Died: July 11, 1956
Married: Ruth Carpenter
Richard R. Woodruff worked at the Saranac Lake Hardware for 26 years, retiring as its manager shortly before his death. He was a director of the Saranac Lake General Hospital and director and appraiser for the Saranac Lake Federal Savings and Loan Association. He was a World War I veteran.
Adirondack Daily Enterprise, July 12, 1956
Richard Woodruff Dies On Fishing Trip
Stricken Suddenly At Two-Bridge Brook Days After Retirement
Richard R. Woodruff, who announced his retirement from the Saranac Lake Hardware on July 2, died suddenly last night while fishing at Two-Bridge Brook with an old friend, Richard Ely of this village.
Franklin County Coroner Dr. Richard P. Bellaire issued a verdict of death due to natural causes.
Mr. Woodruff and Mr. Ely had left the Ely home around 7 p. m. to fish and had been gone less than a half hour when Mr. Woodruff was stricken and died.
Funeral services for Mr. Woodruff will be held at 3 p. m. Saturday at the Fortune Funeral Chapel. Rev. Ernest B. Mounsey will officiate There will be Elks, Odd Fellows and American Legion services tomorrow evening. The family requests that friends make donations to the Heart Fund.
Mr. Woodruff was born in Wadhams, the son of John and Ida Woodruff, and had been a life long resident of Essex County. He came to Saranac Lake as a young boy and had been associated with the former Walton and Tousley Hardware prior to the organization of the Saranac Lake Hardware 26 years ago. Mr. Woodruff had been associated with the hardware during those 26 years and had served as its manager.
He had just completed a year as president of the New York State Retail Hardware Association. He was a member of the Board of Directors of the State Association.
Surviving include his widow, Ruth Carpenter Woodruff, whom he married in 1937 in Rochester, and a sister, Mrs. Gilbert Sherman, of Wadhams.
Mr. Woodruff was a director of the Saranac Lake General Hospital and director and appraiser for the Saranac Lake Federal Savings and Loan Assn. He was Past Noble Grand of the local IOOF, past president of the Saranac Lake Fish and Game Club, past president of the County Federation of Fish and Game Clubs, past chairman of the Retail committee of the Chamber of Commerce and a member of several committees in the early organizational days of the Chamber.
Mr. Woodruff was a member of the American Legion, the IOOF, Rotary and the Adirondack Mountain Club.
Adirondack Daily Enterprise, July 12, 1956
THE QUIET ONE
It was once explained by a very eminent psychiatrist that the real leaders of any group are not those who are always the most articulate, who always have and express opinions on every subject, but rather the quiet ones who spend more time thinking, whose opinions are the more highly valued for being contained.
These are the people to whom the community turns for essential makers of public opinion. The quiet ones.
Such a man was Dick Woodruff. His associates have commented on his participation in the many activities in which he was interested, have described his habits at board meets. He often said little or nothing. When a controversial question came up, Dick would remain quiet. until the others had spoken. Then they would turn to him. He would have been thinking the whole question through, and his comment and opinion would be more often accepted than not.
Dick Woodruff was also an Adirondacker, not just by accident of being born in these parts of ancient Adirondack lineage. He was, and this is far more important, an Adirondacker by choice, by passion. He was not just a member of the Fish and Game Club; he was an active, functioning, dedicated member.

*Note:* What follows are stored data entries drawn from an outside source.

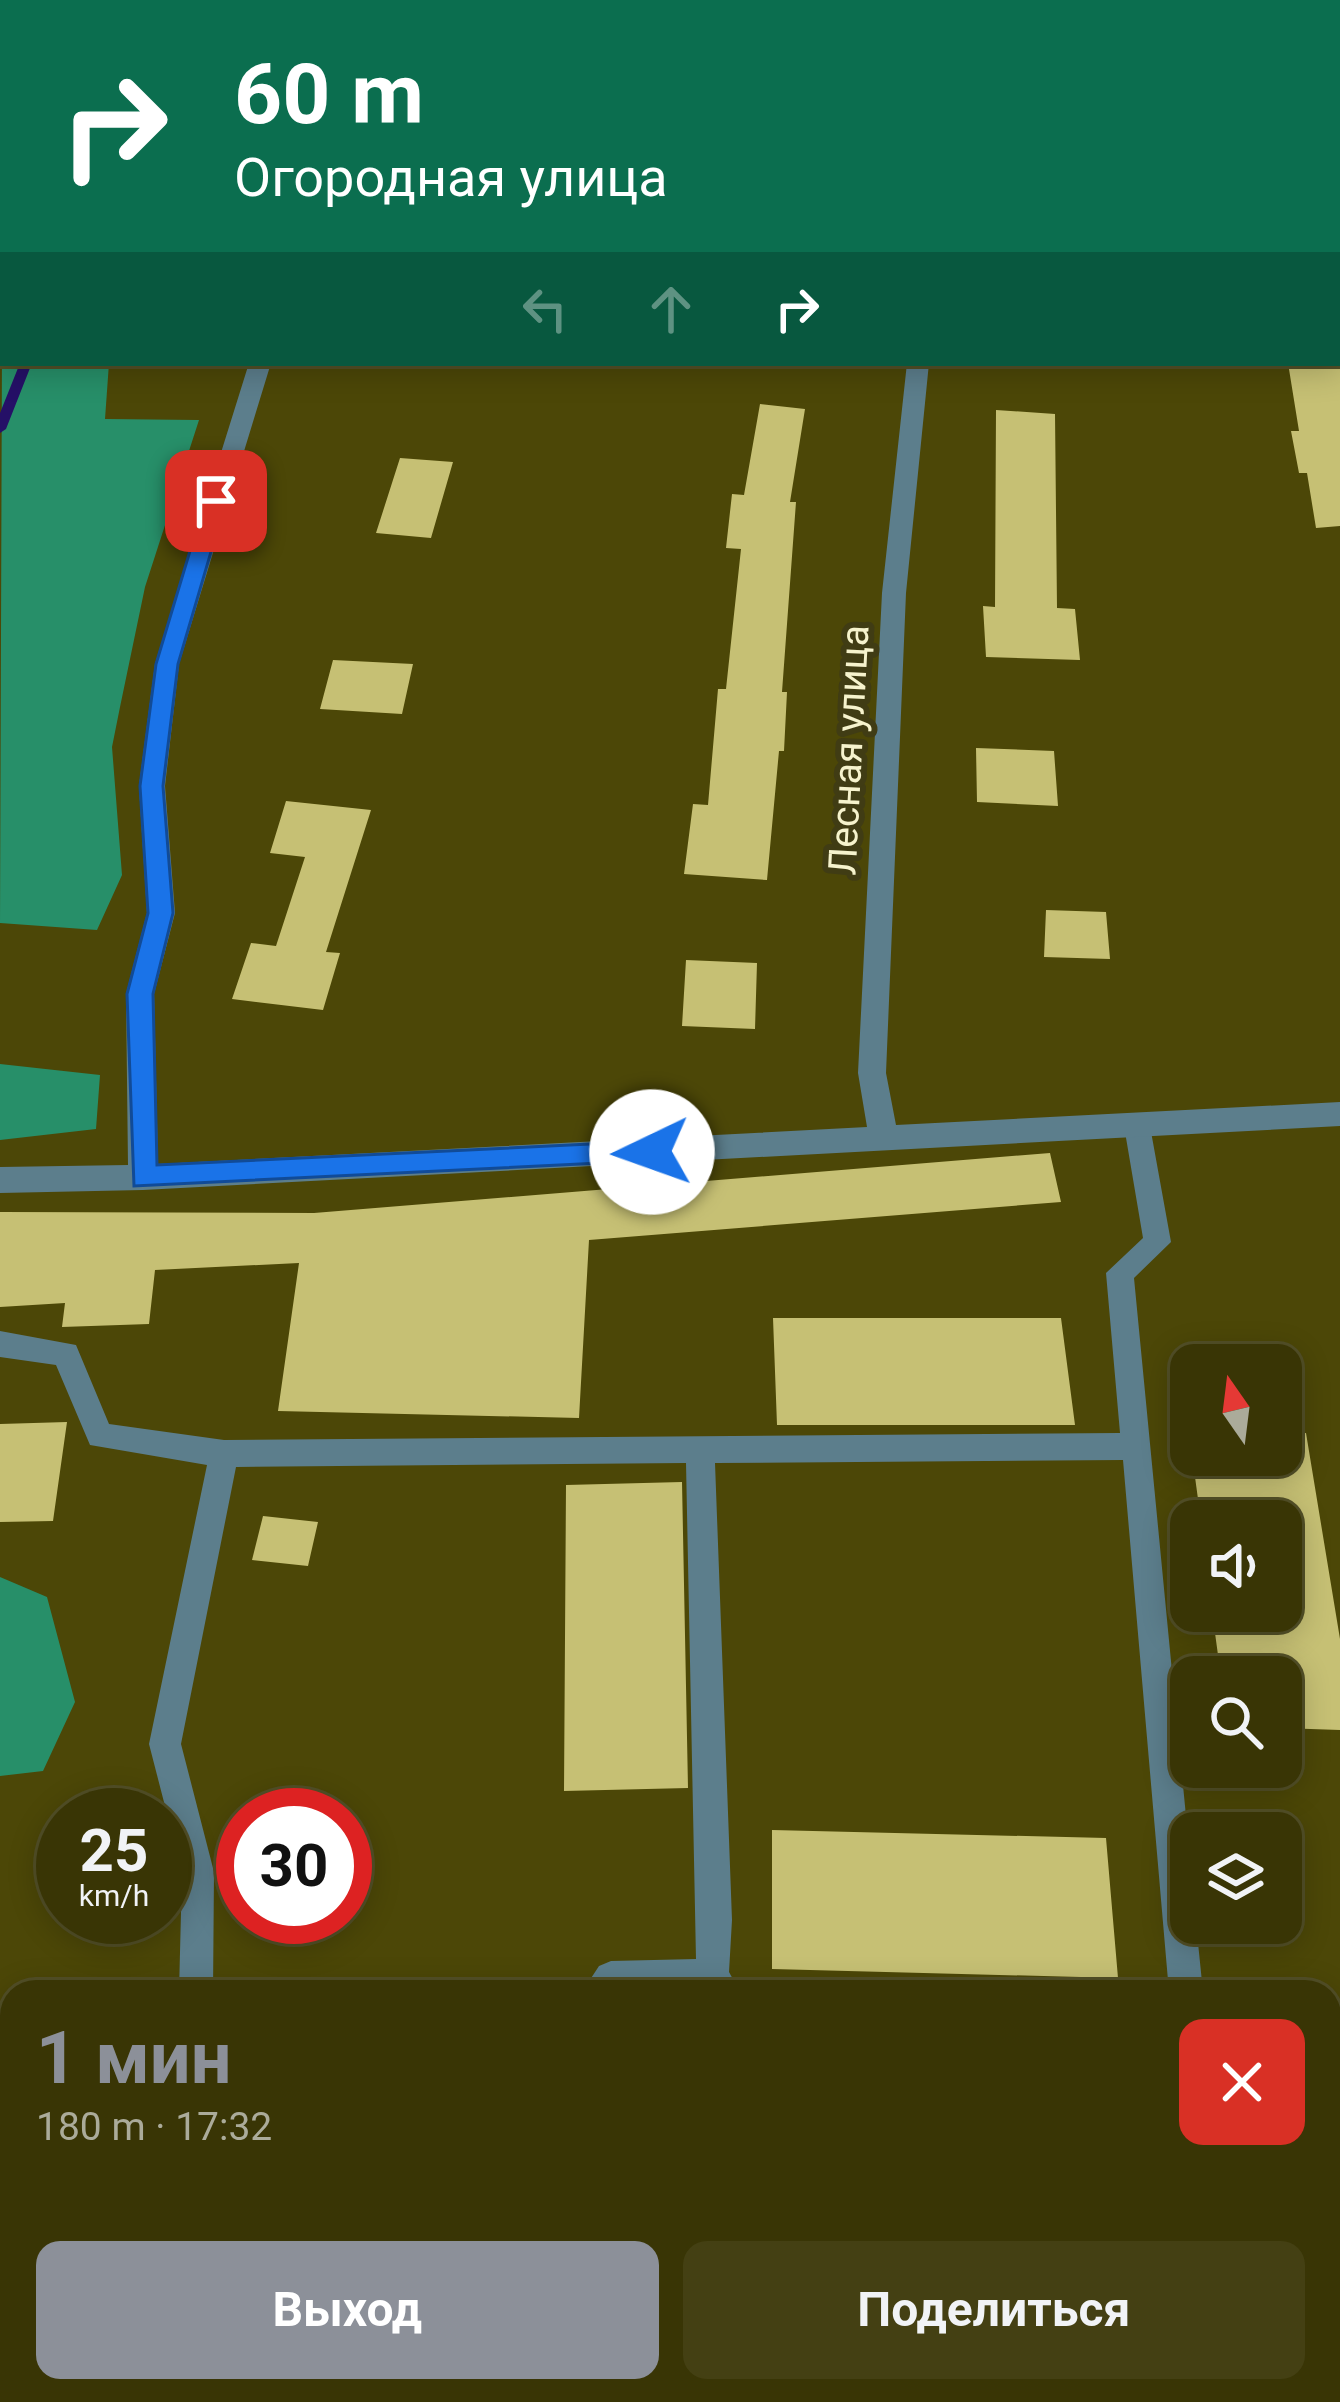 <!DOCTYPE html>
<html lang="ru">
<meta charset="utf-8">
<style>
body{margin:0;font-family:Roboto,sans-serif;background:#444013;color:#f1f3f6;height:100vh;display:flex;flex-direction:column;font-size:45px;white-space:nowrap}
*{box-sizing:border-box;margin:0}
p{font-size:39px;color:#abab9a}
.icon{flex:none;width:66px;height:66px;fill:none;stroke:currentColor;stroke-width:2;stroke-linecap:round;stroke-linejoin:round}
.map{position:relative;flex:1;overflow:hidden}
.sheet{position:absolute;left:0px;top:1980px;width:1341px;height:423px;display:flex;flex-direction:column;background:#393505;border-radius:36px 36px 0 0;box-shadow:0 6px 30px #0003,0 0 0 3px #535027}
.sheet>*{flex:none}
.guide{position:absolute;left:0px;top:0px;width:1341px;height:366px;box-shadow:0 6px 30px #0003,0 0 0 3px #535027;background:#0b6e4f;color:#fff;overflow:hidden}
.needle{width:78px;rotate:346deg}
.buttons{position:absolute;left:1170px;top:1344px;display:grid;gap:24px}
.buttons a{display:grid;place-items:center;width:132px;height:132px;border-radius:24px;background:#393505;box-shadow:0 6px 30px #0003,0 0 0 3px #535027;font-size:60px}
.speed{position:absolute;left:36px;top:1788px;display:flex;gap:24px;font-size:60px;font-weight:700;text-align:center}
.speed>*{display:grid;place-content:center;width:156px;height:156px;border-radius:50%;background:#393505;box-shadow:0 6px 30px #0003,0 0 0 3px #535027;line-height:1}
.speed small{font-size:30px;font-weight:400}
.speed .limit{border:18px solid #d22;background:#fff;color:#111}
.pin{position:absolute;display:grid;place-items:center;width:102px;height:102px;color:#fff;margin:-51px;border-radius:24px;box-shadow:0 6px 18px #0006}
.me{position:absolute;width:132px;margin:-66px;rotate:267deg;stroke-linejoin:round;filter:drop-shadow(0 0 9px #0008)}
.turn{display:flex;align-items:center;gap:42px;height:252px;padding:0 36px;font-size:54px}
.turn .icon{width:156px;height:156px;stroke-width:2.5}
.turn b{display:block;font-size:84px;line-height:102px}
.lanes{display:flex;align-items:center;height:114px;padding:0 36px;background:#0003;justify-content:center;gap:60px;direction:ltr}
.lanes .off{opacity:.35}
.round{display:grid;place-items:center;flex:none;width:126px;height:126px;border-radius:24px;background:#444013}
.headline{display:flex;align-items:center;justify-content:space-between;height:204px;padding:0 36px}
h1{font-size:72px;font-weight:700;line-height:90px;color:#8c9099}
.action{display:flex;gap:24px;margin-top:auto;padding:24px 36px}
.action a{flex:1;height:138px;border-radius:24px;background:#8c9099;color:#fff;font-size:48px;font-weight:700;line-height:138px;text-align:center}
.action a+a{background:#444013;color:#f1f3f6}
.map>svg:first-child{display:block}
</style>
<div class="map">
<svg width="1340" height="2402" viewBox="0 0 1340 2402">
<rect width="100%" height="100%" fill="#4c4707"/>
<path fill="#278f69" d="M3,53V363H109L105,419L199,420L145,587L120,707L112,747L122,875L97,930L0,923Z
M0,1064L100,1075L96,1129L0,1140Z
M0,1577L47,1597L75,1702L43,1771L0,1776Z"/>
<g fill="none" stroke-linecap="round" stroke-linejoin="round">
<path fill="#251067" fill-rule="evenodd" d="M183,0H193L191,3H181Z
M20,363H32L6,429L0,433V413Z"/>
</g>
<path fill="#c6c074" d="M1288,363H1340V526L1316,528L1307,473H1299L1291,431H1299Z
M760,404L805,409L790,502H796L782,692H787L784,751H779L767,880L684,874L693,804L708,805L718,689H726L741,549L726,548L732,494L744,495Z
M996,410L1055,414L1057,608L1075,609L1080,660L986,657L983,606L995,607Z
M400,458L453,462L431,538L376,533Z
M333,660L413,664L402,714L320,709Z
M976,748L1054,751L1058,806L977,802Z
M286,801L371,810L326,952L340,953L323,1010L232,999L251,943L276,946L305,857L270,853Z
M1046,910L1106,912L1110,959L1044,957Z
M686,960L757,963L755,1029L682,1026Z
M1050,1153L1061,1202L589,1240L579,1418L278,1411L299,1263L155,1270L149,1324L62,1327L65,1303L0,1307V1212L314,1213Z
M773,1318H1061L1075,1425H777Z
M67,1422L53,1521L0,1522V1424Z
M1306,1433L1340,1639V1730L1281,1728V1677H1221L1212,1611H1281V1521H1201L1192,1455H1281V1435Z
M682,1482L688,1788L564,1791L566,1485Z
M263,1516L318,1522L308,1566L252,1560Z
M772,1830L1106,1838L1118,1978L772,1969Z"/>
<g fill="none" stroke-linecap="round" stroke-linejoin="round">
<path fill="#5c7e8c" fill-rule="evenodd" d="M875,0H900L902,3H877Z
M949,0H965L966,3H950Z
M1338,57H1340V67H1338Z
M1137,1115L1146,1118L1150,1126L1171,1242L1134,1278L1191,1868V1923H1196L1203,1992H1169L1123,1460L715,1463L732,1920L729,1972L740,1992H582L599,1966L611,1961L696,1959L686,1463L236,1467L181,1744L214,1872L213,1992H179L182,1872L149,1744L207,1465L90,1445L56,1365L0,1357V1331L76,1345L109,1424L224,1440L1120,1433L1106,1273L1143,1238L1124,1126L1128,1118Z
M133,2391H171L169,2402H131Z
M537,2391H575V2402H537Z
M1199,2391H1237L1238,2402H1200Z"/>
<path fill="#5c7e8c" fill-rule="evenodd" d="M249,363H271L179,664L165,786L175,913L154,994L158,1164L867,1127L858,1073L882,593L907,363H929L906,593L886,1073L896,1125L1340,1102V1126L143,1190L0,1193V1167L128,1165L126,994L147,913L139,786L155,664Z"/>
<path fill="#6cb5d0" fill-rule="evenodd" d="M0,0H10L0,7Z"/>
</g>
<path fill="#1a73e8" stroke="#114b97" stroke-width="3" d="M216,494L226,501L178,664L163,786L173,913L153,994L157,1165L652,1141L662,1144V1160L134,1186L127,994L148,913L140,786L156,664L205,501Z"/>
<g text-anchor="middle" stroke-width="12" stroke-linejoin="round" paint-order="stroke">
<g font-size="39" fill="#f6f3cd" stroke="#403c14">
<text transform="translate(848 750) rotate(-87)" y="14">Лесная улица</text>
</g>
</g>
</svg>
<div class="buttons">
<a><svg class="needle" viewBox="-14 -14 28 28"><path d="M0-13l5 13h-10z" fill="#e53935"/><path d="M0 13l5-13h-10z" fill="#abab9a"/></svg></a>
<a><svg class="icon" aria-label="sound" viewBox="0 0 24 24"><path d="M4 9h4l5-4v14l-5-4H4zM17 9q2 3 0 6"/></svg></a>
<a><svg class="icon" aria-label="search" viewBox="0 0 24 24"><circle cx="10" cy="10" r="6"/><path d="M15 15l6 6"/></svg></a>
<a><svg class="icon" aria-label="layers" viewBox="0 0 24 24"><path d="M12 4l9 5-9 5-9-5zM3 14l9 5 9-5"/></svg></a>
</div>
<div class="speed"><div>25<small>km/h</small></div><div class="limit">30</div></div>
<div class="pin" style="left:216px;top:501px;background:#d93025"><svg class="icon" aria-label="arrive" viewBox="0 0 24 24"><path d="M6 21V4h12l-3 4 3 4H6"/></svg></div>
<svg class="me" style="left:652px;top:1152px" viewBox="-20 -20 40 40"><circle r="19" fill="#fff"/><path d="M0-13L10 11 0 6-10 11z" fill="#1a73e8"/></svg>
<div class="guide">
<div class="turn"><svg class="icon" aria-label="right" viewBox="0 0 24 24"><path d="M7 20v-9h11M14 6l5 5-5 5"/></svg><div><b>60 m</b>Огородная улица</div></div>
<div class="lanes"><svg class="icon off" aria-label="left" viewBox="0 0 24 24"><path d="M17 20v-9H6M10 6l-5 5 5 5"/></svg><svg class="icon off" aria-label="ahead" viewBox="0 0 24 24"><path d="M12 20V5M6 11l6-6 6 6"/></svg><svg class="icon" aria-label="right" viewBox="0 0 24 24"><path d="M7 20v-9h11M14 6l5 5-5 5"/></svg></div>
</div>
<section class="sheet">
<div class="headline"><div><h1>1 мин</h1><p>180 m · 17:32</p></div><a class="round" style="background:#d93025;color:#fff"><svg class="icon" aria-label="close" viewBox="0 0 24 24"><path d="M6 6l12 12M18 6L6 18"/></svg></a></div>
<div class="action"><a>Выход</a><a>Поделиться</a></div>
</section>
</div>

A good businessman he was, of course, reaching the pinnacle of success as the head of his trade association in the state. But he was a community-minded businessman, which is something plus. His attitude always was: If it's good for Saranac Lake and the Adirondacks, I’m for it and we'll go along.
Perhaps his last community act was his attendance at the annual school meeting Tuesday night. He had no children in the schools, but he was there because as a responsible citizen, he knew that the business of education is everybody's business, and therefore his business.
This is the spirit this community needs so desperately now. This is why his shockingly sudden death, a matter of days after his retirement, will be so deeply felt, not only by his friends, but by every citizen of this community where he worked and which he loved.